Accuracy of PET quantification in [Ga]Ga-pentixafor PET/MR imaging of carotid plaques.

J Nucl Cardiol 2020 Jul 21. Epub 2020 Jul 21.

QIMP Team, Center for Medical Physics and Biomedical Engineering, Medical University of Vienna, Waehringer Guertel 18-20, 1090, Vienna, Austria.

Aim: The aim of this study was to evaluate and correct for partial-volume-effects (PVE) on [Ga]Ga-Pentixafor uptake in atherosclerotic plaques of the carotid arteries, and the impact of ignoring bone in MR-based attenuation correction (MR-AC).
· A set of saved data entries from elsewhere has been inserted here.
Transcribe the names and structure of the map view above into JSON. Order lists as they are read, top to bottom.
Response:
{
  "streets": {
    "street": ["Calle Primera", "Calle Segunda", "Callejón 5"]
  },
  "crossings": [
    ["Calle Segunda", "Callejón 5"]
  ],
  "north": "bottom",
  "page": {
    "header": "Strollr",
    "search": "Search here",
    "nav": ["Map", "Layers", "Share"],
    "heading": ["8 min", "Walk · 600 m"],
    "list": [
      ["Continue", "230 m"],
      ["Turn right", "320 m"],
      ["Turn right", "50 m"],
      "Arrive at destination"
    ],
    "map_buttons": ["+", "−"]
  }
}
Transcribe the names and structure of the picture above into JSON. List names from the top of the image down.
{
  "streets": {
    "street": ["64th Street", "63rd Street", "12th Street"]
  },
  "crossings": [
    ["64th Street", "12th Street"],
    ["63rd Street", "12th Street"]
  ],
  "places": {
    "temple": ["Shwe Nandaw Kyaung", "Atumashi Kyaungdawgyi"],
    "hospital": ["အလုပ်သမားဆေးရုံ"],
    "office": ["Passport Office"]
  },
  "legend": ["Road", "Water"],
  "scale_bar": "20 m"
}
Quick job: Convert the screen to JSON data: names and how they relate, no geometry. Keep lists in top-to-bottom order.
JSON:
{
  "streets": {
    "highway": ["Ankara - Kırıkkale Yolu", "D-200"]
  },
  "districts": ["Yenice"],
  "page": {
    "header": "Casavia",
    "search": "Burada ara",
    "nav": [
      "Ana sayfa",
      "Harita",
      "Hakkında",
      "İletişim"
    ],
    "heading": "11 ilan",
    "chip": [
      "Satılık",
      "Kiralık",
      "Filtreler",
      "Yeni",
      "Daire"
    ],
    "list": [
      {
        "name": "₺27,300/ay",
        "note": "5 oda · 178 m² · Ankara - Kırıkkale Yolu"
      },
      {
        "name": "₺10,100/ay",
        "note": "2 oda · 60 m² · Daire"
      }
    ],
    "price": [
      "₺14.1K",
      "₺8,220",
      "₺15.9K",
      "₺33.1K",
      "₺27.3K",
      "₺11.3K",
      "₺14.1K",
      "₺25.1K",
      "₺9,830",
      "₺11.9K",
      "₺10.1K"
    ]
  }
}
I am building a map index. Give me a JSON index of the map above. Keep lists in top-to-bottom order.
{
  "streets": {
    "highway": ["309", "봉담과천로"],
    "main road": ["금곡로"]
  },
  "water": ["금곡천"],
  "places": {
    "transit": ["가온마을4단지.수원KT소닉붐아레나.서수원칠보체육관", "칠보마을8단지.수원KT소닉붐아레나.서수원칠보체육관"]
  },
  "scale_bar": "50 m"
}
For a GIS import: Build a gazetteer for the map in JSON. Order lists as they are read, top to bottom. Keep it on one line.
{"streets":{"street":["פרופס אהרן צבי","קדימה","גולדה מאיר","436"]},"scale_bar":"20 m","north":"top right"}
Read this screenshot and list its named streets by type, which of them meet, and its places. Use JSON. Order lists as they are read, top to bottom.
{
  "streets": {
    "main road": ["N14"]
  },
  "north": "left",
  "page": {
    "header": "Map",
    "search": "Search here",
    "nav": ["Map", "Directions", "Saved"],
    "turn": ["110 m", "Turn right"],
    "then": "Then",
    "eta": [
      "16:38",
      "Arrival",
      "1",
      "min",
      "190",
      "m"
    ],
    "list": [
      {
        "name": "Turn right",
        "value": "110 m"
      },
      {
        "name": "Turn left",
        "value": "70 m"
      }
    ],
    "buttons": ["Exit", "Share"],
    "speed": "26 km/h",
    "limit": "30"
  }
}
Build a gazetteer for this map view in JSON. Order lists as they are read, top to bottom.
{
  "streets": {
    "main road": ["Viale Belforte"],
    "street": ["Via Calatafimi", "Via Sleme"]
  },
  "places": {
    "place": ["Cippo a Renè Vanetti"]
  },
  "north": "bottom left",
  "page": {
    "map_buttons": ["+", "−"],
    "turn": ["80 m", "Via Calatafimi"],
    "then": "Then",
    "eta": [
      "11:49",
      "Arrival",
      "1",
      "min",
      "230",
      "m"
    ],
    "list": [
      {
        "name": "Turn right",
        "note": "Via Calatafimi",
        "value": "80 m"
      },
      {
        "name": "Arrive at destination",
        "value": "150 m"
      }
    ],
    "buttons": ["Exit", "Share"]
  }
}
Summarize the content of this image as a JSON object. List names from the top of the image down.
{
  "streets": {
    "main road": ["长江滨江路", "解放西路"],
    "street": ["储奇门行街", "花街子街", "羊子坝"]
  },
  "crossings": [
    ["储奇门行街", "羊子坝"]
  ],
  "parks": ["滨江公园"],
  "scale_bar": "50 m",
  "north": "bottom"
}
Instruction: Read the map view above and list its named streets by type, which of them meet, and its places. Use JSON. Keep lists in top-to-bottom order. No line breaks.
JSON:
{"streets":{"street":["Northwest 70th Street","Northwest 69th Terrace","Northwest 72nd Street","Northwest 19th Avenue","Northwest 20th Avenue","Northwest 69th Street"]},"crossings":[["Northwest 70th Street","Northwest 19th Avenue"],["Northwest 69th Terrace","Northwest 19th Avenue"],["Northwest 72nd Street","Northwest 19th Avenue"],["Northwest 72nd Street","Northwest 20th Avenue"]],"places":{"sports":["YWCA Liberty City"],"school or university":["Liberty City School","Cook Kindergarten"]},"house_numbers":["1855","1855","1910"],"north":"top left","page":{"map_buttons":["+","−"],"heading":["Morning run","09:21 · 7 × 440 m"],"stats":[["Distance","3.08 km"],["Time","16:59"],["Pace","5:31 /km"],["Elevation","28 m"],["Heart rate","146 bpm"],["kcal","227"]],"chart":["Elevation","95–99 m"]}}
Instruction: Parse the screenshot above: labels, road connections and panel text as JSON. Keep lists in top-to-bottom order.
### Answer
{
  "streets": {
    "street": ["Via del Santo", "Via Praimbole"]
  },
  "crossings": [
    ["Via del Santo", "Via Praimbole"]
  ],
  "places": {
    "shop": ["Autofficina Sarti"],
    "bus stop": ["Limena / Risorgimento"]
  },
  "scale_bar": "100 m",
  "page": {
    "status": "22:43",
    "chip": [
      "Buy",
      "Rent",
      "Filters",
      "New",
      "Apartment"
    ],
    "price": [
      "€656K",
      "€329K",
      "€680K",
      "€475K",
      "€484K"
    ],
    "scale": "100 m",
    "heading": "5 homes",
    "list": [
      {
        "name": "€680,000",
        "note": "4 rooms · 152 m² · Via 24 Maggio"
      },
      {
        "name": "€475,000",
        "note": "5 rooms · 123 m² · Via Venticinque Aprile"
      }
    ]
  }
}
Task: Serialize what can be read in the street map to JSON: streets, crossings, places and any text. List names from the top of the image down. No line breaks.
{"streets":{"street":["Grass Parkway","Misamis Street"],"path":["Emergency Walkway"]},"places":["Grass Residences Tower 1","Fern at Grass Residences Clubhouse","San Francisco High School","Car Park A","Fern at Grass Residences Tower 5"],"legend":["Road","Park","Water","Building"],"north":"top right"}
Methods: Twenty [Ga]Ga-pentixafor PET/MR examinations including a high-resolution T2-TSE MR of the neck were included in this study. Carotid plaques located at the carotid bifurcation were delineated and the anatomical information was used for partial-volume-correction (PVC). Mean and max tissue-to-background ratios (TBR) of the [Ga]Ga-Pentixafor uptake were compared for standard and PVC-PET images. A potential influence of ignoring bone in MR-AC was assessed in a subset of the data reconstructed after incorporating bone into MR-AC and a subsequent comparison of standardized-uptake values (SUV).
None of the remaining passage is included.